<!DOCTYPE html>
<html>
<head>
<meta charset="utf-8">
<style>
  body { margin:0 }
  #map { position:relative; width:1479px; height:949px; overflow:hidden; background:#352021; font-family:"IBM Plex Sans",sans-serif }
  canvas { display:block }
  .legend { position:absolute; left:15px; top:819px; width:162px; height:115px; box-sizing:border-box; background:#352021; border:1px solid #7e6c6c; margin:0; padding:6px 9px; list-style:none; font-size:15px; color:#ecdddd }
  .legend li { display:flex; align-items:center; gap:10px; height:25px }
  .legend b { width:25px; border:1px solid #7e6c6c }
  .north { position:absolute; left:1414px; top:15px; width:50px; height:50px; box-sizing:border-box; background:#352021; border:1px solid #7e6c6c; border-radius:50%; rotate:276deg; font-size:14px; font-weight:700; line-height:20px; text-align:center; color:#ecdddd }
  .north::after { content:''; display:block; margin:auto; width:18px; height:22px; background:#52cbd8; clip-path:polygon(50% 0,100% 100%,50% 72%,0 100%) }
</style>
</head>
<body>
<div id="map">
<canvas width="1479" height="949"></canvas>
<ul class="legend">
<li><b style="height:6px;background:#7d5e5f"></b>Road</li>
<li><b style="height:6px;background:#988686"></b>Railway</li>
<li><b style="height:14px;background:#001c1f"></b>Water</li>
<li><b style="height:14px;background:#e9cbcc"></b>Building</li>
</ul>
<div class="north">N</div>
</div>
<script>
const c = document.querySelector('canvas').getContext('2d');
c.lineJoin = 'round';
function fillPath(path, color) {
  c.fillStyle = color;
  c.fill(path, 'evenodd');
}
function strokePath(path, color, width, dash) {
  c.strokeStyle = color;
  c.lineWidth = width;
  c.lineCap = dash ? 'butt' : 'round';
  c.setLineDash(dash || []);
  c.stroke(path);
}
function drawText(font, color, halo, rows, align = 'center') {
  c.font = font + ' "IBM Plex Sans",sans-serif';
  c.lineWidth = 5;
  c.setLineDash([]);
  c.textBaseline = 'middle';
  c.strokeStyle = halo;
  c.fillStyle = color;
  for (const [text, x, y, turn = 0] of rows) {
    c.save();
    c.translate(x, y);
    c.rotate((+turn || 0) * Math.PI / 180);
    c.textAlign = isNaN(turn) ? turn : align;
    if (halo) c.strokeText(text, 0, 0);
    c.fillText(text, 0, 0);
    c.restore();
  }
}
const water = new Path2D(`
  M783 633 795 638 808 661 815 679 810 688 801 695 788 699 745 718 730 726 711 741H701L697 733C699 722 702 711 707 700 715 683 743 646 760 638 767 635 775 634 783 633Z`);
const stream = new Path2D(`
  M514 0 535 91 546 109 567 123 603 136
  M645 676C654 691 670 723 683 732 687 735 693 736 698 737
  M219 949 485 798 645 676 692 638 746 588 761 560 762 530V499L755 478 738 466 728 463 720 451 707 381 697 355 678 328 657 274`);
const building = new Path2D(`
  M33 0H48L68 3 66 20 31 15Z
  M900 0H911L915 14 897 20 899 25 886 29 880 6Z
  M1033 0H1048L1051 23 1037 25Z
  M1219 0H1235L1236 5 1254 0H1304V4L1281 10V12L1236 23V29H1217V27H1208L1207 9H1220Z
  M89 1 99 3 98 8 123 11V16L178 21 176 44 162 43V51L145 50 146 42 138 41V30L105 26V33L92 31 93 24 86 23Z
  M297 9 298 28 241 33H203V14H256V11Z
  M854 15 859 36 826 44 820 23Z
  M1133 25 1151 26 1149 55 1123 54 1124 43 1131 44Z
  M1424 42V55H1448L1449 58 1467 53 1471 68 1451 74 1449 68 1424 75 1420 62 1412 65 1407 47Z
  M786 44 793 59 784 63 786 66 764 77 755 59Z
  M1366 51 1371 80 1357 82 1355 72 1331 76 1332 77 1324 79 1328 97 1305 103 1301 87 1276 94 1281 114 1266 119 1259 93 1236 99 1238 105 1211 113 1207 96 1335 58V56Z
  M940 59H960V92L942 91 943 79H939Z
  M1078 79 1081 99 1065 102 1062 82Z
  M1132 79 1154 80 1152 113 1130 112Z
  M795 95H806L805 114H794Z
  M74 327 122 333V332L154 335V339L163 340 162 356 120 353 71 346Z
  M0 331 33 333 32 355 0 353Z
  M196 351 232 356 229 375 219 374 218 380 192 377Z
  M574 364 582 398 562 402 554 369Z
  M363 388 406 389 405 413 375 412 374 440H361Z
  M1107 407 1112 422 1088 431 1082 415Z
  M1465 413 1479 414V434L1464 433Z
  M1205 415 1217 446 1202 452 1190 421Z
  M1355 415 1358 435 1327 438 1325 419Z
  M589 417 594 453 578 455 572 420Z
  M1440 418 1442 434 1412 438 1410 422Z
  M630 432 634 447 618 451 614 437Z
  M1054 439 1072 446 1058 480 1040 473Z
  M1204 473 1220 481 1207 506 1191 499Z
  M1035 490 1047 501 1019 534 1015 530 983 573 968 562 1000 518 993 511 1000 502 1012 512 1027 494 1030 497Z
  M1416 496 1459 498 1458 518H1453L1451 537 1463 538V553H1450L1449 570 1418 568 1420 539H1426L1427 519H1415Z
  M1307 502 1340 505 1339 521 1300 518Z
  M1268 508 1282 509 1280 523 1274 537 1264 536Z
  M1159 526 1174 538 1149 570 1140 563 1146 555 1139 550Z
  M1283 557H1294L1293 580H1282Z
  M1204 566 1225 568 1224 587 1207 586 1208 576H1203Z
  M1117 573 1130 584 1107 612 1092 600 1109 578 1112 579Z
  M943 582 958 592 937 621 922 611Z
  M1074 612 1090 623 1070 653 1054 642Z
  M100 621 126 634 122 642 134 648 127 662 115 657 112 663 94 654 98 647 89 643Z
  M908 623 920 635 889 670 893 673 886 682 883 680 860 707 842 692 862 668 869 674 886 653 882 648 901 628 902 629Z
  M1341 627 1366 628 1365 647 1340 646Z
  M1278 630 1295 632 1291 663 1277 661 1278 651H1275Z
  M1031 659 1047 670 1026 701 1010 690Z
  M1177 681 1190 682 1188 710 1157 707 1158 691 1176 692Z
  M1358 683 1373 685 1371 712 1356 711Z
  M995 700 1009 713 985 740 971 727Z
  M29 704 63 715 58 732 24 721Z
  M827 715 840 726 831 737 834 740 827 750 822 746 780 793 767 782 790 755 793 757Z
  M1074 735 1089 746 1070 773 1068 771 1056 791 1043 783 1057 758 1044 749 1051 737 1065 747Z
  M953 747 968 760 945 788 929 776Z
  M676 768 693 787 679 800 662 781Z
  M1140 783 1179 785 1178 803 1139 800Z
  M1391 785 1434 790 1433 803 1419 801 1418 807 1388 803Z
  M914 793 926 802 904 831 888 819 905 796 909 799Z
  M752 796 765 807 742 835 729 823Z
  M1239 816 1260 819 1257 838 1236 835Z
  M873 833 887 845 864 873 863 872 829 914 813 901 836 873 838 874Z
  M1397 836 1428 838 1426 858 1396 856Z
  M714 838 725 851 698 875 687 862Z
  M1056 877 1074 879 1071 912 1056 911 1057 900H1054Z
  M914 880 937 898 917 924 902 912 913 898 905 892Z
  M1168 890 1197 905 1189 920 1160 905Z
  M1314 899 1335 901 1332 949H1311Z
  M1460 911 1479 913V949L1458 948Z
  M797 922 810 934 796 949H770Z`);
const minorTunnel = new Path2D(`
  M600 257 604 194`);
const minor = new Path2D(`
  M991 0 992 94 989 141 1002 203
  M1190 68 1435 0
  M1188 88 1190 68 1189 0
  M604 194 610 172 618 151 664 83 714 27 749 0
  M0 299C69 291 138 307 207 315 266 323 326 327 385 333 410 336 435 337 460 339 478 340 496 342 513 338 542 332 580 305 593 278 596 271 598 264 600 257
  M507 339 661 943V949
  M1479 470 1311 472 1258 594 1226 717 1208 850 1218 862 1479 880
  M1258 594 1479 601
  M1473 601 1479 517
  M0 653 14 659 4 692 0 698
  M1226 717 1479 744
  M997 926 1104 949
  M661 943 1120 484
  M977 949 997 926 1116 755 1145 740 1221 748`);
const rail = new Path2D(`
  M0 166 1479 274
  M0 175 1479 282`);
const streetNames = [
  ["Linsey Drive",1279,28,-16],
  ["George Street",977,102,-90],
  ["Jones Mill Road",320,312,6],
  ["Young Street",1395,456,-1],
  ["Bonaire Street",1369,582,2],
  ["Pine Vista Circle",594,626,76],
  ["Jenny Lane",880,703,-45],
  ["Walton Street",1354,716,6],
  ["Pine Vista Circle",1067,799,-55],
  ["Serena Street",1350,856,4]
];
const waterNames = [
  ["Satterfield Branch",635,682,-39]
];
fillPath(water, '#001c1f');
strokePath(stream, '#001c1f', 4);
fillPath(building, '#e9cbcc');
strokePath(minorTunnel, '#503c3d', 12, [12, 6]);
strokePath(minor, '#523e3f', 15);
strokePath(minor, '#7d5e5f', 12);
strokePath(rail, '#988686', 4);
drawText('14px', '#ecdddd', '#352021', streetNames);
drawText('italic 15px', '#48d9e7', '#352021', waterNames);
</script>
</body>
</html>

________

From the records above, retype only the lines starting at the line that contains "c.lineJoin = 'round';" and ending at the line that contains "c.fillText(text, 0, 0);", both included.

c.lineJoin = 'round';
function fillPath(path, color) {
  c.fillStyle = color;
  c.fill(path, 'evenodd');
}
function strokePath(path, color, width, dash) {
  c.strokeStyle = color;
  c.lineWidth = width;
  c.lineCap = dash ? 'butt' : 'round';
  c.setLineDash(dash || []);
  c.stroke(path);
}
function drawText(font, color, halo, rows, align = 'center') {
  c.font = font + ' "IBM Plex Sans",sans-serif';
  c.lineWidth = 5;
  c.setLineDash([]);
  c.textBaseline = 'middle';
  c.strokeStyle = halo;
  c.fillStyle = color;
  for (const [text, x, y, turn = 0] of rows) {
    c.save();
    c.translate(x, y);
    c.rotate((+turn || 0) * Math.PI / 180);
    c.textAlign = isNaN(turn) ? turn : align;
    if (halo) c.strokeText(text, 0, 0);
    c.fillText(text, 0, 0);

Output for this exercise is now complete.